- [About this task] Take the lines of the data below from the very first through the line containing "flex:none; width:33px; height:33px;" and output them exactly, pictures excluded.
◆ ◆ ◆ ◆ ◆ ◆ ◆
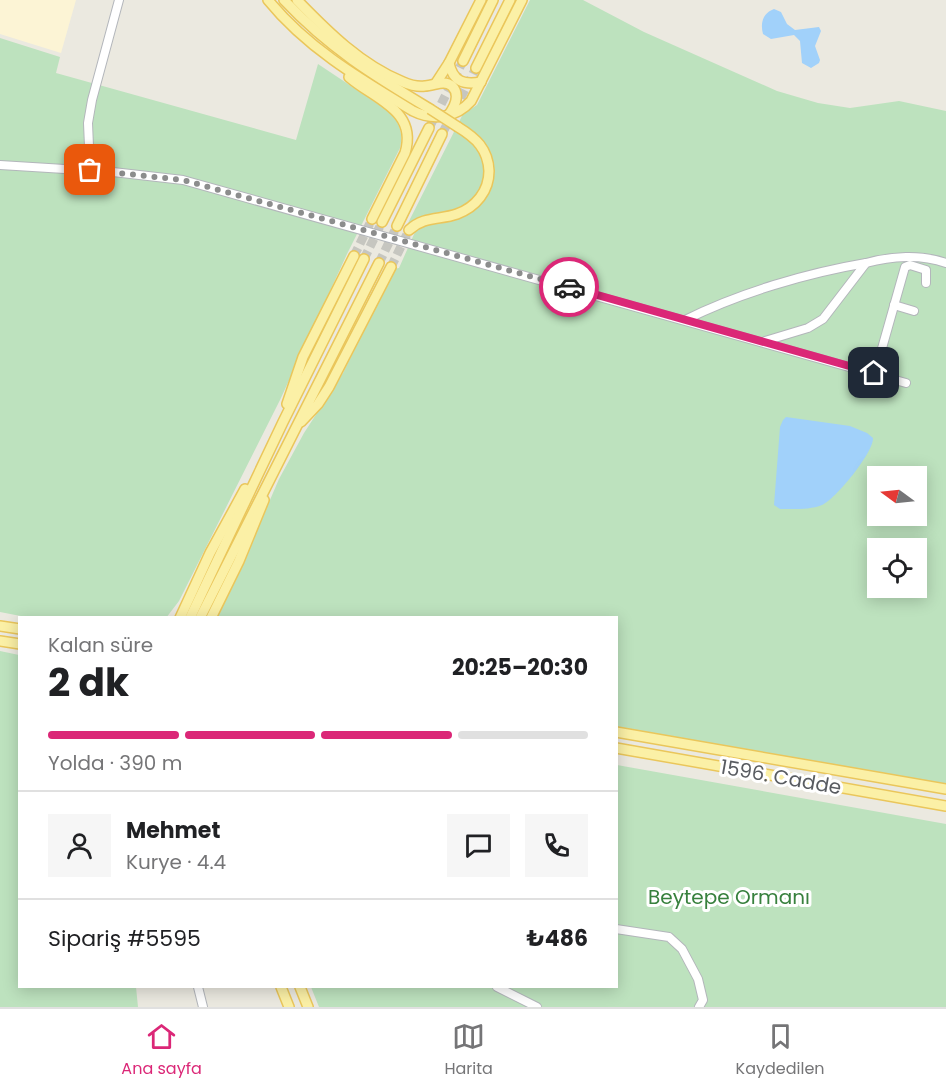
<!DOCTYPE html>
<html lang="tr">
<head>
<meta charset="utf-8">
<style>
  body { margin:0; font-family:Poppins,sans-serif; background:#f6f6f6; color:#202124; height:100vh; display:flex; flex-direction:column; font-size:22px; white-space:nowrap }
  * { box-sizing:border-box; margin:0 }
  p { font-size:20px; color:#757577 }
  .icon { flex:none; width:33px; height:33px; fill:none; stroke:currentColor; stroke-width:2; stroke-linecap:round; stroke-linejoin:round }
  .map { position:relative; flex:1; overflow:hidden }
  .sheet { position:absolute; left:18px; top:616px; width:600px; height:372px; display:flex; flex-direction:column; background:#fff; border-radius:0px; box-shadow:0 3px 15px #0003 }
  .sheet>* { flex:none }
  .needle { width:39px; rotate:285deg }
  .buttons { position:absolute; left:867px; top:466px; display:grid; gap:12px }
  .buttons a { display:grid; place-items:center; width:60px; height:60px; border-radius:0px; background:#fff; box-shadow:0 3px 15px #0003; font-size:30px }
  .pin { position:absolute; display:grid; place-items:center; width:51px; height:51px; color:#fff; margin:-26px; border-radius:12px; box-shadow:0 3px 9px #0006 }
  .courier { position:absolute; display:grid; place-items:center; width:60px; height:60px; margin:-30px; border:4px solid #db2777; border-radius:50%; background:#fff; color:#222; box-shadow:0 2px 8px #0007 }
  .summary em { font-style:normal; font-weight:700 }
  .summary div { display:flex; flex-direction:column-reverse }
  .summary { display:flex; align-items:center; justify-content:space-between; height:102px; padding:0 30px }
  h1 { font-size:39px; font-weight:700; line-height:45px }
  .bar { display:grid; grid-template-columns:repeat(4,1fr); gap:9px 6px; align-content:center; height:72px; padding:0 30px }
  .bar i { height:8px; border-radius:4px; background:#e0e0e0 }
  .bar .current { background:#db2777 }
  .bar p { grid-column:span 4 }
  .line { display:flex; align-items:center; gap:15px; padding:0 30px; border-top:2px solid #e0e0e0 }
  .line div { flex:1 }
  .round { display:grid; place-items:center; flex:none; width:63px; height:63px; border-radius:0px; background:#f6f6f6 }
  .tab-bar { display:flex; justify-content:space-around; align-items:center; height:84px; border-top:2px solid #e0e0e0; background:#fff; font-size:16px; color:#757577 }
  .tab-bar a { display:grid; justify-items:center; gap:3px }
  .tab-bar .current { color:#db2777 }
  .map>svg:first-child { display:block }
  .commercial { fill:#fcf4d5 }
  .green { fill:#bde2be; fill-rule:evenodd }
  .water { fill:#a1d1fa }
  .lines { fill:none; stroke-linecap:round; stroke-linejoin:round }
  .major-tunnel { stroke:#c6c6c0; stroke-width:9; stroke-dasharray:9 4.5; stroke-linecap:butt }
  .minor-casing { stroke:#b3b6bb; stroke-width:10 }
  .major-casing { stroke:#eac65b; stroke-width:12 }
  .minor { stroke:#fff; stroke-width:8 }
  .major { stroke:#fbf0a6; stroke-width:9 }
  .major-bridge-casing { stroke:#eac65b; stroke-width:12; stroke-linecap:butt }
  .major-bridge { stroke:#fbf0a6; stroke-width:9 }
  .done { stroke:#8c8d8d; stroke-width:6; stroke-dasharray:0 10.8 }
  .route { stroke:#db2777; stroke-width:8 }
  .labels { text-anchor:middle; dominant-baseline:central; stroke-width:6; stroke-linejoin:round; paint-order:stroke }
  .street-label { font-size:20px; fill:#595c61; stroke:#fff }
  .park-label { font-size:20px; fill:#38813e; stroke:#fff }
</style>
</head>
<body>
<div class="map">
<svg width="946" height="1007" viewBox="0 0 946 1007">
  <rect width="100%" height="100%" fill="#ebe9e0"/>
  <!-- commercial -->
  <path class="commercial" d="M0,0h76l-15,53 -61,-19z"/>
  <!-- green -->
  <g class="green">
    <path d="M530,0h53l61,32 133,59 41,12 32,5 49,-7 47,10v673l-329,-57 -1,-109h-400l26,-53 37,-86 25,-46 39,-60 51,-104 5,-1 16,-36 -10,-3 58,-115 14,-9zM878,477h38v39h-38zM878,549h38v39h-38z"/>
    <path d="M0,38l60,19 -4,16 240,67 22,-76 66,44c14,11 20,22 16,40l-53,106 -67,146 -101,201 -13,17h-135l-31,-6z"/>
    <path d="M0,651l19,4 1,332h116l2,20h-138z"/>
    <path d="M617,765l329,59v183h-627l-8,-20h305z"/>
  </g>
  <!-- water -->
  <g class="water">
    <path d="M774,9l7,3 6,12 8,6 24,-3 2,4 -6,15 5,14 -1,3 -8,5 -9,-5 -2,-22 -6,-6 -23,4 -8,-5c-3,-11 0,-21 11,-25z"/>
    <path d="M786,417l64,9 17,7 6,5c1,14 -38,62 -51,67 -12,5 -29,4 -42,4l-6,-4 6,-78 3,-7z"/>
  </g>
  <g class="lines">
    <!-- major-tunnel -->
    <g class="major-tunnel">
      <path d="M429,128l34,-67"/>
      <path d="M442,134l34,-66"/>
      <path d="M354,256l18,-37"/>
      <path d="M364,259l18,-37"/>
      <path d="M379,263l18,-37"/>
      <path d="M391,267l18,-37"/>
    </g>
    <defs>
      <g id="minor">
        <path d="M0,165l113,7 70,8 723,203"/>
        <path d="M90,170l-2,-47 4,-23 27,-100"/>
        <path d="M894,305l20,6"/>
        <path d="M685,320c54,-27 122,-47 181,-57"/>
        <path d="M765,341l43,-13 15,-9 43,-56c25,-7 55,-9 80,0"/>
        <path d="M875,373l30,-106 5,-2 16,5v13"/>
        <path d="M616,929l53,8 13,12 16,30 5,21 -4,7"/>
        <path d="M198,987l5,20"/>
        <path d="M497,987l40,20"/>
      </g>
      <g id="major">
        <path d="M268,0c39,48 92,79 145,111 20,10 43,7 58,-10l51,-101"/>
        <path d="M284,0c45,48 89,75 146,109"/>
        <path d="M297,0c30,31 64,65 106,82 7,3 15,5 22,4 9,0 19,-7 27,0 9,9 2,22 -4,30"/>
        <path d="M463,61l30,-61"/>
        <path d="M449,63c4,19 15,22 32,19"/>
        <path d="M476,68l34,-68"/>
        <path d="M349,77c25,22 69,33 56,76l-33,66"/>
        <path d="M436,83l13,-20 32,-63"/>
        <path d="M382,222l47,-94"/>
        <path d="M397,226l45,-92"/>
        <path d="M409,230c15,-14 31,-10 48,-16 19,-7 32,-23 32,-43 -1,-22 -13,-33 -31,-44"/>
        <path d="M287,404l16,-47 51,-101"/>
        <path d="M301,422l17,-18 11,-17 62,-120"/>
        <path d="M180,618l30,-65 35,-64"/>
        <path d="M190,618l93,-196 81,-163"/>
        <path d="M200,618l179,-355"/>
        <path d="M211,618l28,-57 25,-61"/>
        <path d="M0,626l20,3"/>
        <path d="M0,641l20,3"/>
        <path d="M616,732l330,57"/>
        <path d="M616,748l330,58"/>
        <path d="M281,987l8,20"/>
        <path d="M300,987l8,20"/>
      </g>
    </defs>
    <!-- minor casing -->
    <use href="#minor" class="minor-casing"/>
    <!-- major casing -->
    <use href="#major" class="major-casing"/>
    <!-- minor -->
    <use href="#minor" class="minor"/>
    <!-- major -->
    <use href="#major" class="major"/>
    <defs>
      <path id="major-bridge" d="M430,109l28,18"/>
    </defs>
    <!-- major-bridge casing -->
    <use href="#major-bridge" class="major-bridge-casing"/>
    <!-- major-bridge -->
    <use href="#major-bridge" class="major-bridge"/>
  </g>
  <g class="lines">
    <!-- done -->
    <path class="done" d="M90,170l93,10 386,107"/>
    <!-- route -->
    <path class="route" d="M569,287l305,86"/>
  </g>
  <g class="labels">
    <!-- street labels -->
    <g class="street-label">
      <text transform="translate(781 777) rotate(10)">1596. Cadde</text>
    </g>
    <!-- park labels -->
    <g class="park-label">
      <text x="729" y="897">Beytepe Ormanı</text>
    </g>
  </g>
</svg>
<div class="buttons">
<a><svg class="needle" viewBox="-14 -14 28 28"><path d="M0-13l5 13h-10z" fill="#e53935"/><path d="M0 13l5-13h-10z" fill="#757577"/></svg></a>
<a><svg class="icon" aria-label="locate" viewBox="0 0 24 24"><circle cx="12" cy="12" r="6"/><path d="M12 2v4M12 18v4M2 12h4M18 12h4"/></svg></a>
</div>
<div class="pin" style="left:90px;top:170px;background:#ea580c"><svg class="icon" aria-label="bag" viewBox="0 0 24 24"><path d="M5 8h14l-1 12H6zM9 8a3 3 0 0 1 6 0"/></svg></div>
<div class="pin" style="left:874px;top:373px;background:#1f2937"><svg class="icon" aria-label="home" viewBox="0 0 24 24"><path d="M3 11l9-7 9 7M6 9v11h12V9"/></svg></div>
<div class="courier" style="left:569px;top:287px"><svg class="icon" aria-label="car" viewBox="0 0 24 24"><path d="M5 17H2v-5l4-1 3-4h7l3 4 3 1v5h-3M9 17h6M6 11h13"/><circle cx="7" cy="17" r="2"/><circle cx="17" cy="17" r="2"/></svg></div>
<section class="sheet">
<div class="summary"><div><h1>2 dk</h1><p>Kalan süre</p></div><em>20:25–20:30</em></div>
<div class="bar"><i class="current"></i><i class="current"></i><i class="current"></i><i></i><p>Yolda · 390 m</p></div>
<div class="line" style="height:108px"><a class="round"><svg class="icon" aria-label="person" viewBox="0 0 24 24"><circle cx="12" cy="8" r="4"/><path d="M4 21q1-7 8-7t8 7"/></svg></a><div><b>Mehmet</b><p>Kurye · 4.4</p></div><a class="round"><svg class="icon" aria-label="chat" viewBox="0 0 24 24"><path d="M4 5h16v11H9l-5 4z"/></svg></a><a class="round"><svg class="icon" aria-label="phone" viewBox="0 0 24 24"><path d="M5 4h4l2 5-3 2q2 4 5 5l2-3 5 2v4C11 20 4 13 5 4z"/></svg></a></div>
<div class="line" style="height:78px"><div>Sipariş #5595</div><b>₺486</b></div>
</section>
</div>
<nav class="tab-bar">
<a class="current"><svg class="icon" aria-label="home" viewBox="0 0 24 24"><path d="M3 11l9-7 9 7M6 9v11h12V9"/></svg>Ana sayfa</a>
<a><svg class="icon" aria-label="map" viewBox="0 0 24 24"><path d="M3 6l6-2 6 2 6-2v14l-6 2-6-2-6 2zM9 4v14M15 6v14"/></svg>Harita</a>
<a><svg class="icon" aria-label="saved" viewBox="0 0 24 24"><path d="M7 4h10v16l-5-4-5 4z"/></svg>Kaydedilen</a>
</nav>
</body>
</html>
◆ ◆ ◆ ◆ ◆ ◆ ◆
- [Reply]
<!DOCTYPE html>
<html lang="tr">
<head>
<meta charset="utf-8">
<style>
  body { margin:0; font-family:Poppins,sans-serif; background:#f6f6f6; color:#202124; height:100vh; display:flex; flex-direction:column; font-size:22px; white-space:nowrap }
  * { box-sizing:border-box; margin:0 }
  p { font-size:20px; color:#757577 }
  .icon { flex:none; width:33px; height:33px; fill:none; stroke:currentColor; stroke-width:2; stroke-linecap:round; stroke-linejoin:round }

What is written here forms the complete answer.